The Senate needs to confirm Richard Cordray as the director of the CFPB and oppose efforts to undermine the new watchdog. Cordray is scheduled to testify today at 2:30 EST before the Senate Banking Committee.
From our own Pam Banks, Senior Policy Counsel:
“Richard Cordray is an excellent choice to lead the Consumer Financial Protection Bureau. He is an experienced leader committed to promoting a fair and safe financial marketplace with a record for tough but even-handed enforcement of the law. Cordray has the experience and know-how to help ensure that the CFPB will be a watchdog consumers can depend on to protect them from financial scams and rip-offs.”
Cordray’s confirmation hearing is taking place at a time when 44 Senators have pledged to oppose any nominee for the post until changes are made that would weaken the CFPB’s ability to protect consumers. These Senators are pushing legislation that would make it easier for other financial regulators to nullify new CFPB rules, politicize the watchdog’s budget by subjecting it to the appropriations process, and create more bureaucracy by replacing its director with a five-member commission.
The CFPB was created by the Wall Street reform law passed by Congress last year and is working to make sure financial companies provide consumers with the information they need to understand the true costs and risks of different financial products. It has been charged with identifying and stopping unfair, deceptive, and abusive financial practices and keeping the rules governing financial service products up-to-date.
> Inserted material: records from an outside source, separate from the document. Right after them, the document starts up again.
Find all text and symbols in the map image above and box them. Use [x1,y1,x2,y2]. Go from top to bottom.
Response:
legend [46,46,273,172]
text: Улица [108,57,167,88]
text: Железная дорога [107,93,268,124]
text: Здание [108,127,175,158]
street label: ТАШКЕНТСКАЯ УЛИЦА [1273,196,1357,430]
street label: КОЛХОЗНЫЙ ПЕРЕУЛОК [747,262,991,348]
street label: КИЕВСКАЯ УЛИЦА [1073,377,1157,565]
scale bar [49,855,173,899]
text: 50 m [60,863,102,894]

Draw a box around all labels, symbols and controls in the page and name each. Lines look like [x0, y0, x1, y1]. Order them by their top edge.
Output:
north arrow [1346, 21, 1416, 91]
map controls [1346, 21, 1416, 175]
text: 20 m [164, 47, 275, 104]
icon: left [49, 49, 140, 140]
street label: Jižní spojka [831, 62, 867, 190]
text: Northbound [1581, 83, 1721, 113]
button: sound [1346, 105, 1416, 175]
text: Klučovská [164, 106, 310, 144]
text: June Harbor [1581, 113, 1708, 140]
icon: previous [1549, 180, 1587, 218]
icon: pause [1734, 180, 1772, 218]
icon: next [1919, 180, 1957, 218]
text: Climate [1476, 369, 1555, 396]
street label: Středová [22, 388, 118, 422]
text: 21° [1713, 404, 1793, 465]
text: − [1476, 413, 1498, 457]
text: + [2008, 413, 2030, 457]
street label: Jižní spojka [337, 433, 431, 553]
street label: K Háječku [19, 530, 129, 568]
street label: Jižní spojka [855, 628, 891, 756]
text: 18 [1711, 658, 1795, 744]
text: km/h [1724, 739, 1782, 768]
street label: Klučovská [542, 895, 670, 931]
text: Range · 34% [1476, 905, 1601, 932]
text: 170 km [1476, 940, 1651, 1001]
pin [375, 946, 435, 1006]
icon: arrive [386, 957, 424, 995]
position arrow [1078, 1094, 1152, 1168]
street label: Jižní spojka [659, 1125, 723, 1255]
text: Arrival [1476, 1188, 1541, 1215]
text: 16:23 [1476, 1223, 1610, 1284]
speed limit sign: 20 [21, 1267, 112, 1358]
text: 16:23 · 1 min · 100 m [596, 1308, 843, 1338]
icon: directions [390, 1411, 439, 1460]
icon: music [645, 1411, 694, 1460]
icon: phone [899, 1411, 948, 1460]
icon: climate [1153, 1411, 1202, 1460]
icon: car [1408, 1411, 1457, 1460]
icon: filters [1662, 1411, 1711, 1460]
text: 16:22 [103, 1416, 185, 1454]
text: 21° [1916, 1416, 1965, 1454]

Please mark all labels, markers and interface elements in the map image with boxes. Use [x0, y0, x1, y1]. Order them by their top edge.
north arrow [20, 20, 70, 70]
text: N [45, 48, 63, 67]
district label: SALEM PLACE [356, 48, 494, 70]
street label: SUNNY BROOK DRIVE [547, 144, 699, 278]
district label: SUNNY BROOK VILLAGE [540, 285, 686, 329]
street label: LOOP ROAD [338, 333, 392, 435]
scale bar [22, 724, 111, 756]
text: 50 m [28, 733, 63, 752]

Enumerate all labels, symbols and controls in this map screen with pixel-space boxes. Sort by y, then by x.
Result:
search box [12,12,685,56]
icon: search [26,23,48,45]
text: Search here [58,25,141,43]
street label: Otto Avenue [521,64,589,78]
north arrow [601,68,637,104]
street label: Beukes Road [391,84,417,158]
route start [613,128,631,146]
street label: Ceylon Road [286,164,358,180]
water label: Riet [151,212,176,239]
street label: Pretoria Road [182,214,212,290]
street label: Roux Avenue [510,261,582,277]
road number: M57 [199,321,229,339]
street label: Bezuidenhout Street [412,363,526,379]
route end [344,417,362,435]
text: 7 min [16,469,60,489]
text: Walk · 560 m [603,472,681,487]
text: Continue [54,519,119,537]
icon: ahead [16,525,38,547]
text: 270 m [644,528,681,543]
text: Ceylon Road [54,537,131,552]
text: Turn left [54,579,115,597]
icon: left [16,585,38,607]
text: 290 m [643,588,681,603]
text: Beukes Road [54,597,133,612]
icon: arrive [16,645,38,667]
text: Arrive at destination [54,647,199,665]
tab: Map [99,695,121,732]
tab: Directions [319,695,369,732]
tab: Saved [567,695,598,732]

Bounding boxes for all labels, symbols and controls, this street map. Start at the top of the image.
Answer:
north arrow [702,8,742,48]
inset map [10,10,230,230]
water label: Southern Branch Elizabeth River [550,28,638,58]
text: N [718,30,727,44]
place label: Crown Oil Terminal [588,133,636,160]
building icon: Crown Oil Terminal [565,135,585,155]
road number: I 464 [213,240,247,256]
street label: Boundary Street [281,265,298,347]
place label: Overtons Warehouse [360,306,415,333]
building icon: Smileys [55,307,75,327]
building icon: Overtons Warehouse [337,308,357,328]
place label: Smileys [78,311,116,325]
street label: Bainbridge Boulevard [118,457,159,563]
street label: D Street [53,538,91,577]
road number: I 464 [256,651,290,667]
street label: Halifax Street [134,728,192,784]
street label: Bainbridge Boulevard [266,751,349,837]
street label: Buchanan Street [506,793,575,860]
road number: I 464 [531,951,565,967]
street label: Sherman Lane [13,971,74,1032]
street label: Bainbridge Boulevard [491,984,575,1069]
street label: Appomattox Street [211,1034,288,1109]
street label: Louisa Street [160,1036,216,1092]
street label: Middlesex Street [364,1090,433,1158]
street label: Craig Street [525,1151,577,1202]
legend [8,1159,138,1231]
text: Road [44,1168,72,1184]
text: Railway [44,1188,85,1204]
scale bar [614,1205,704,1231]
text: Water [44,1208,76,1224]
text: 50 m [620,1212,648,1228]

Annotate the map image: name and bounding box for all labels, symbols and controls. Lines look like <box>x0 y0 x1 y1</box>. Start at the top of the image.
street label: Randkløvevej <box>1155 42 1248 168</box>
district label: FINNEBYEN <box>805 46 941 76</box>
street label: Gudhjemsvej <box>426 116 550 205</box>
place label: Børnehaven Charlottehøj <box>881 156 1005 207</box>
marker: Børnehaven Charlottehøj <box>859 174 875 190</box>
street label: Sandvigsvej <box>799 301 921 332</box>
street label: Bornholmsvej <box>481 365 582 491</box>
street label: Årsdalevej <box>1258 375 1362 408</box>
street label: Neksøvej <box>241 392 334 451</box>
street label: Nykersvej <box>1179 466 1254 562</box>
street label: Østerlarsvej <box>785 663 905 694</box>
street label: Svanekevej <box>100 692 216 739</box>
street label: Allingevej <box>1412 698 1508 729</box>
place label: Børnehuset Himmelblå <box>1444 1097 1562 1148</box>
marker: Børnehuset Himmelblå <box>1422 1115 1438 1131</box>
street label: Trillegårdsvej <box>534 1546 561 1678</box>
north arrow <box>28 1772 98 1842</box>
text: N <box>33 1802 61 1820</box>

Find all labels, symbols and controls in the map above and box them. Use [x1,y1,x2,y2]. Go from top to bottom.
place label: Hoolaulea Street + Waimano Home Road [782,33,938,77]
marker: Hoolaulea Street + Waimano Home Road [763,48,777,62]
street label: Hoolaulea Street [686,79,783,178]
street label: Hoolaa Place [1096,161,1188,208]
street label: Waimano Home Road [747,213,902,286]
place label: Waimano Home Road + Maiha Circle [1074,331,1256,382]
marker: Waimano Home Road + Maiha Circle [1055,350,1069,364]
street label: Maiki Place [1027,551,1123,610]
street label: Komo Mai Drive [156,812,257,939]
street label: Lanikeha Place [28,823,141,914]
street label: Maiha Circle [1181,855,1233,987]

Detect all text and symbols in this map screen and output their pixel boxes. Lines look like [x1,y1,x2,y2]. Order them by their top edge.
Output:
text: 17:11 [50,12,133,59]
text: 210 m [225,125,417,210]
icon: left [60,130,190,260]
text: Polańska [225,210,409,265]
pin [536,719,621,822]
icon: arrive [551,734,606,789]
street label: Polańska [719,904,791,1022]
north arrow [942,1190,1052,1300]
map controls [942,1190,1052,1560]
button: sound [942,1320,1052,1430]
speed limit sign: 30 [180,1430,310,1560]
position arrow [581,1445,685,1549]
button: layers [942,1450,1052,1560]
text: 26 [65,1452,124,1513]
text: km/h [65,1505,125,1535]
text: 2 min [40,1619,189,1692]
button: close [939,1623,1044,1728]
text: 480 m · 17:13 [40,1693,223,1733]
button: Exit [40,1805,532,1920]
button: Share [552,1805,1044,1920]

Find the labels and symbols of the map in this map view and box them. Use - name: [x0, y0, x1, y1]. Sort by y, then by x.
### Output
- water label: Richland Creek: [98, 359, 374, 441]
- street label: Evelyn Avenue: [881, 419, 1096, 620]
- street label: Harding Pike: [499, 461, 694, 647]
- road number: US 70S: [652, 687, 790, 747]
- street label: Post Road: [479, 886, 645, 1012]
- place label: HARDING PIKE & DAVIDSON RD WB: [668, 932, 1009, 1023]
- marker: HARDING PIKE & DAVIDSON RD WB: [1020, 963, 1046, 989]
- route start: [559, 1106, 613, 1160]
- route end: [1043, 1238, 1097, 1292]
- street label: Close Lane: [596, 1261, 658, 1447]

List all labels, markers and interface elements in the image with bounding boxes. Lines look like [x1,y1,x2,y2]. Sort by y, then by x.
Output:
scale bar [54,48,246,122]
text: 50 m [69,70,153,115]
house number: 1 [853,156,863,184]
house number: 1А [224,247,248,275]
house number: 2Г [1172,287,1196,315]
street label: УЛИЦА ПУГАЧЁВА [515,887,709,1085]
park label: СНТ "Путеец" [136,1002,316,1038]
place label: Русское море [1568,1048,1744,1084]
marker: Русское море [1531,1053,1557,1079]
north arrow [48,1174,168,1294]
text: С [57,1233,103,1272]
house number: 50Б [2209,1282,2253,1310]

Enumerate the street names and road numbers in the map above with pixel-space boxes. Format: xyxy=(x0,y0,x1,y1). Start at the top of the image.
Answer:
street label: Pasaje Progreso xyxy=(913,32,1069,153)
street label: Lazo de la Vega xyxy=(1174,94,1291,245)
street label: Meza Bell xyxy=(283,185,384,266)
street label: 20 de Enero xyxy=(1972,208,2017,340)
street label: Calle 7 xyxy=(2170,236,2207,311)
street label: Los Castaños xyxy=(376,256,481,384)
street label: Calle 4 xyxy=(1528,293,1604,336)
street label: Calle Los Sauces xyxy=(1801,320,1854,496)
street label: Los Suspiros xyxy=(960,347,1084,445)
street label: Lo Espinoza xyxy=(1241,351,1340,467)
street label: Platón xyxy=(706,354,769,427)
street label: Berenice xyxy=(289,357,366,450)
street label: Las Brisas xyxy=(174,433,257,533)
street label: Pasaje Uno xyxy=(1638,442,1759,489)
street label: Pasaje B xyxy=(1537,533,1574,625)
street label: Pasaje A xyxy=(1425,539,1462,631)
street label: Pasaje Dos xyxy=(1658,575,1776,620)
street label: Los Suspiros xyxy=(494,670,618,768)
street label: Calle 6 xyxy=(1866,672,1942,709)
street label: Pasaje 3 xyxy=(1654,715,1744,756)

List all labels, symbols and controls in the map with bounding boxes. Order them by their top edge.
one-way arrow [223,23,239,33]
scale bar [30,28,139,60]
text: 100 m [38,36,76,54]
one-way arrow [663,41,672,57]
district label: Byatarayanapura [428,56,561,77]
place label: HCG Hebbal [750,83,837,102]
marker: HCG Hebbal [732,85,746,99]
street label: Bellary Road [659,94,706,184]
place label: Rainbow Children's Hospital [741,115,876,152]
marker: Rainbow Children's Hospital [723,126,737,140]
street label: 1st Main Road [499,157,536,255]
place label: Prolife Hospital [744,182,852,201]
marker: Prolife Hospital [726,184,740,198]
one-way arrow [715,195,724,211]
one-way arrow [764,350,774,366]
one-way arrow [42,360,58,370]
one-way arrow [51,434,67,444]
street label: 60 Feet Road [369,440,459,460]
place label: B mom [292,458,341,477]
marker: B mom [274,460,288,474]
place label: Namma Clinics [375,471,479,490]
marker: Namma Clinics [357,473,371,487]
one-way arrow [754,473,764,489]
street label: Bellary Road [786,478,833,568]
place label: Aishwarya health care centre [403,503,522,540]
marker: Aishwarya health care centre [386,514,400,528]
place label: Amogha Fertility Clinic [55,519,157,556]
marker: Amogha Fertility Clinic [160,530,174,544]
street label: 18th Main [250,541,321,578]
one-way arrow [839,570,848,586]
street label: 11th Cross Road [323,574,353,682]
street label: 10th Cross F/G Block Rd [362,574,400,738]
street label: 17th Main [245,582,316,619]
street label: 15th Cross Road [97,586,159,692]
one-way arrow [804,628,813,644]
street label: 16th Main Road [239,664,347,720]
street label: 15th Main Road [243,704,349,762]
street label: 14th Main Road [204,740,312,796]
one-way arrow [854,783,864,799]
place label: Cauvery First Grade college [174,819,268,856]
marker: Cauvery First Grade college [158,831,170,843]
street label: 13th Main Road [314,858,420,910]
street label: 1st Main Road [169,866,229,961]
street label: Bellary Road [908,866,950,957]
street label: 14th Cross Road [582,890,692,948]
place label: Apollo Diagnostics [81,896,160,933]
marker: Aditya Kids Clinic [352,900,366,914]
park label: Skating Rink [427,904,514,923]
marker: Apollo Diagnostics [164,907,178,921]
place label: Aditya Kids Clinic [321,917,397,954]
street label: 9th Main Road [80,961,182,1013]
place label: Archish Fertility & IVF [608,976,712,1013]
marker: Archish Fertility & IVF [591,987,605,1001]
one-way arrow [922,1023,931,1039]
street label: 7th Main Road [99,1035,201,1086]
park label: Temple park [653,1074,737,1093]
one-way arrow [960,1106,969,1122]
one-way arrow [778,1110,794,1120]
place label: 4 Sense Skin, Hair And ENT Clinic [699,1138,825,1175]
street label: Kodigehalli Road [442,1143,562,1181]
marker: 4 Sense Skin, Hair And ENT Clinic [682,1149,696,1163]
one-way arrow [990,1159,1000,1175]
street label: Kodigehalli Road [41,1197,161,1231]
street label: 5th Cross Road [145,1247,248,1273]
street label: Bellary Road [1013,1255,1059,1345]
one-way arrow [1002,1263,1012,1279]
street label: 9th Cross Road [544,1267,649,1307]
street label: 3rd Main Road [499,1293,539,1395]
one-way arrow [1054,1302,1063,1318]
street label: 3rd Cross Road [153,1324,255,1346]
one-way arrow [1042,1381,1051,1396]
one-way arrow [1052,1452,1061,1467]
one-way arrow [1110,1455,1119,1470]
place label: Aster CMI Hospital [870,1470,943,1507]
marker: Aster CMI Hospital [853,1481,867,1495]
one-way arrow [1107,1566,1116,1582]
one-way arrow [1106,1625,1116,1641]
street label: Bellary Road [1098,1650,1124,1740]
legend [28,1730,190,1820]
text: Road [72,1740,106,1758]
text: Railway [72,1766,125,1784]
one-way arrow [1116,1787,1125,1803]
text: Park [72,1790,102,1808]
Consumers Union issued a national poll in July that found that the CFPB enjoys broad support from nearly three-quarters (74%) of consumers. Respondents believed that the CFPB’s top priorities should be holding financial companies accountable if they break the law (88%); strengthening and enforcing rules against deceptive and unfair practices by banks, credit card companies, and other lenders (86%); and, requiring that mortgage and other documents for financial products be easier for consumers to understand (85%).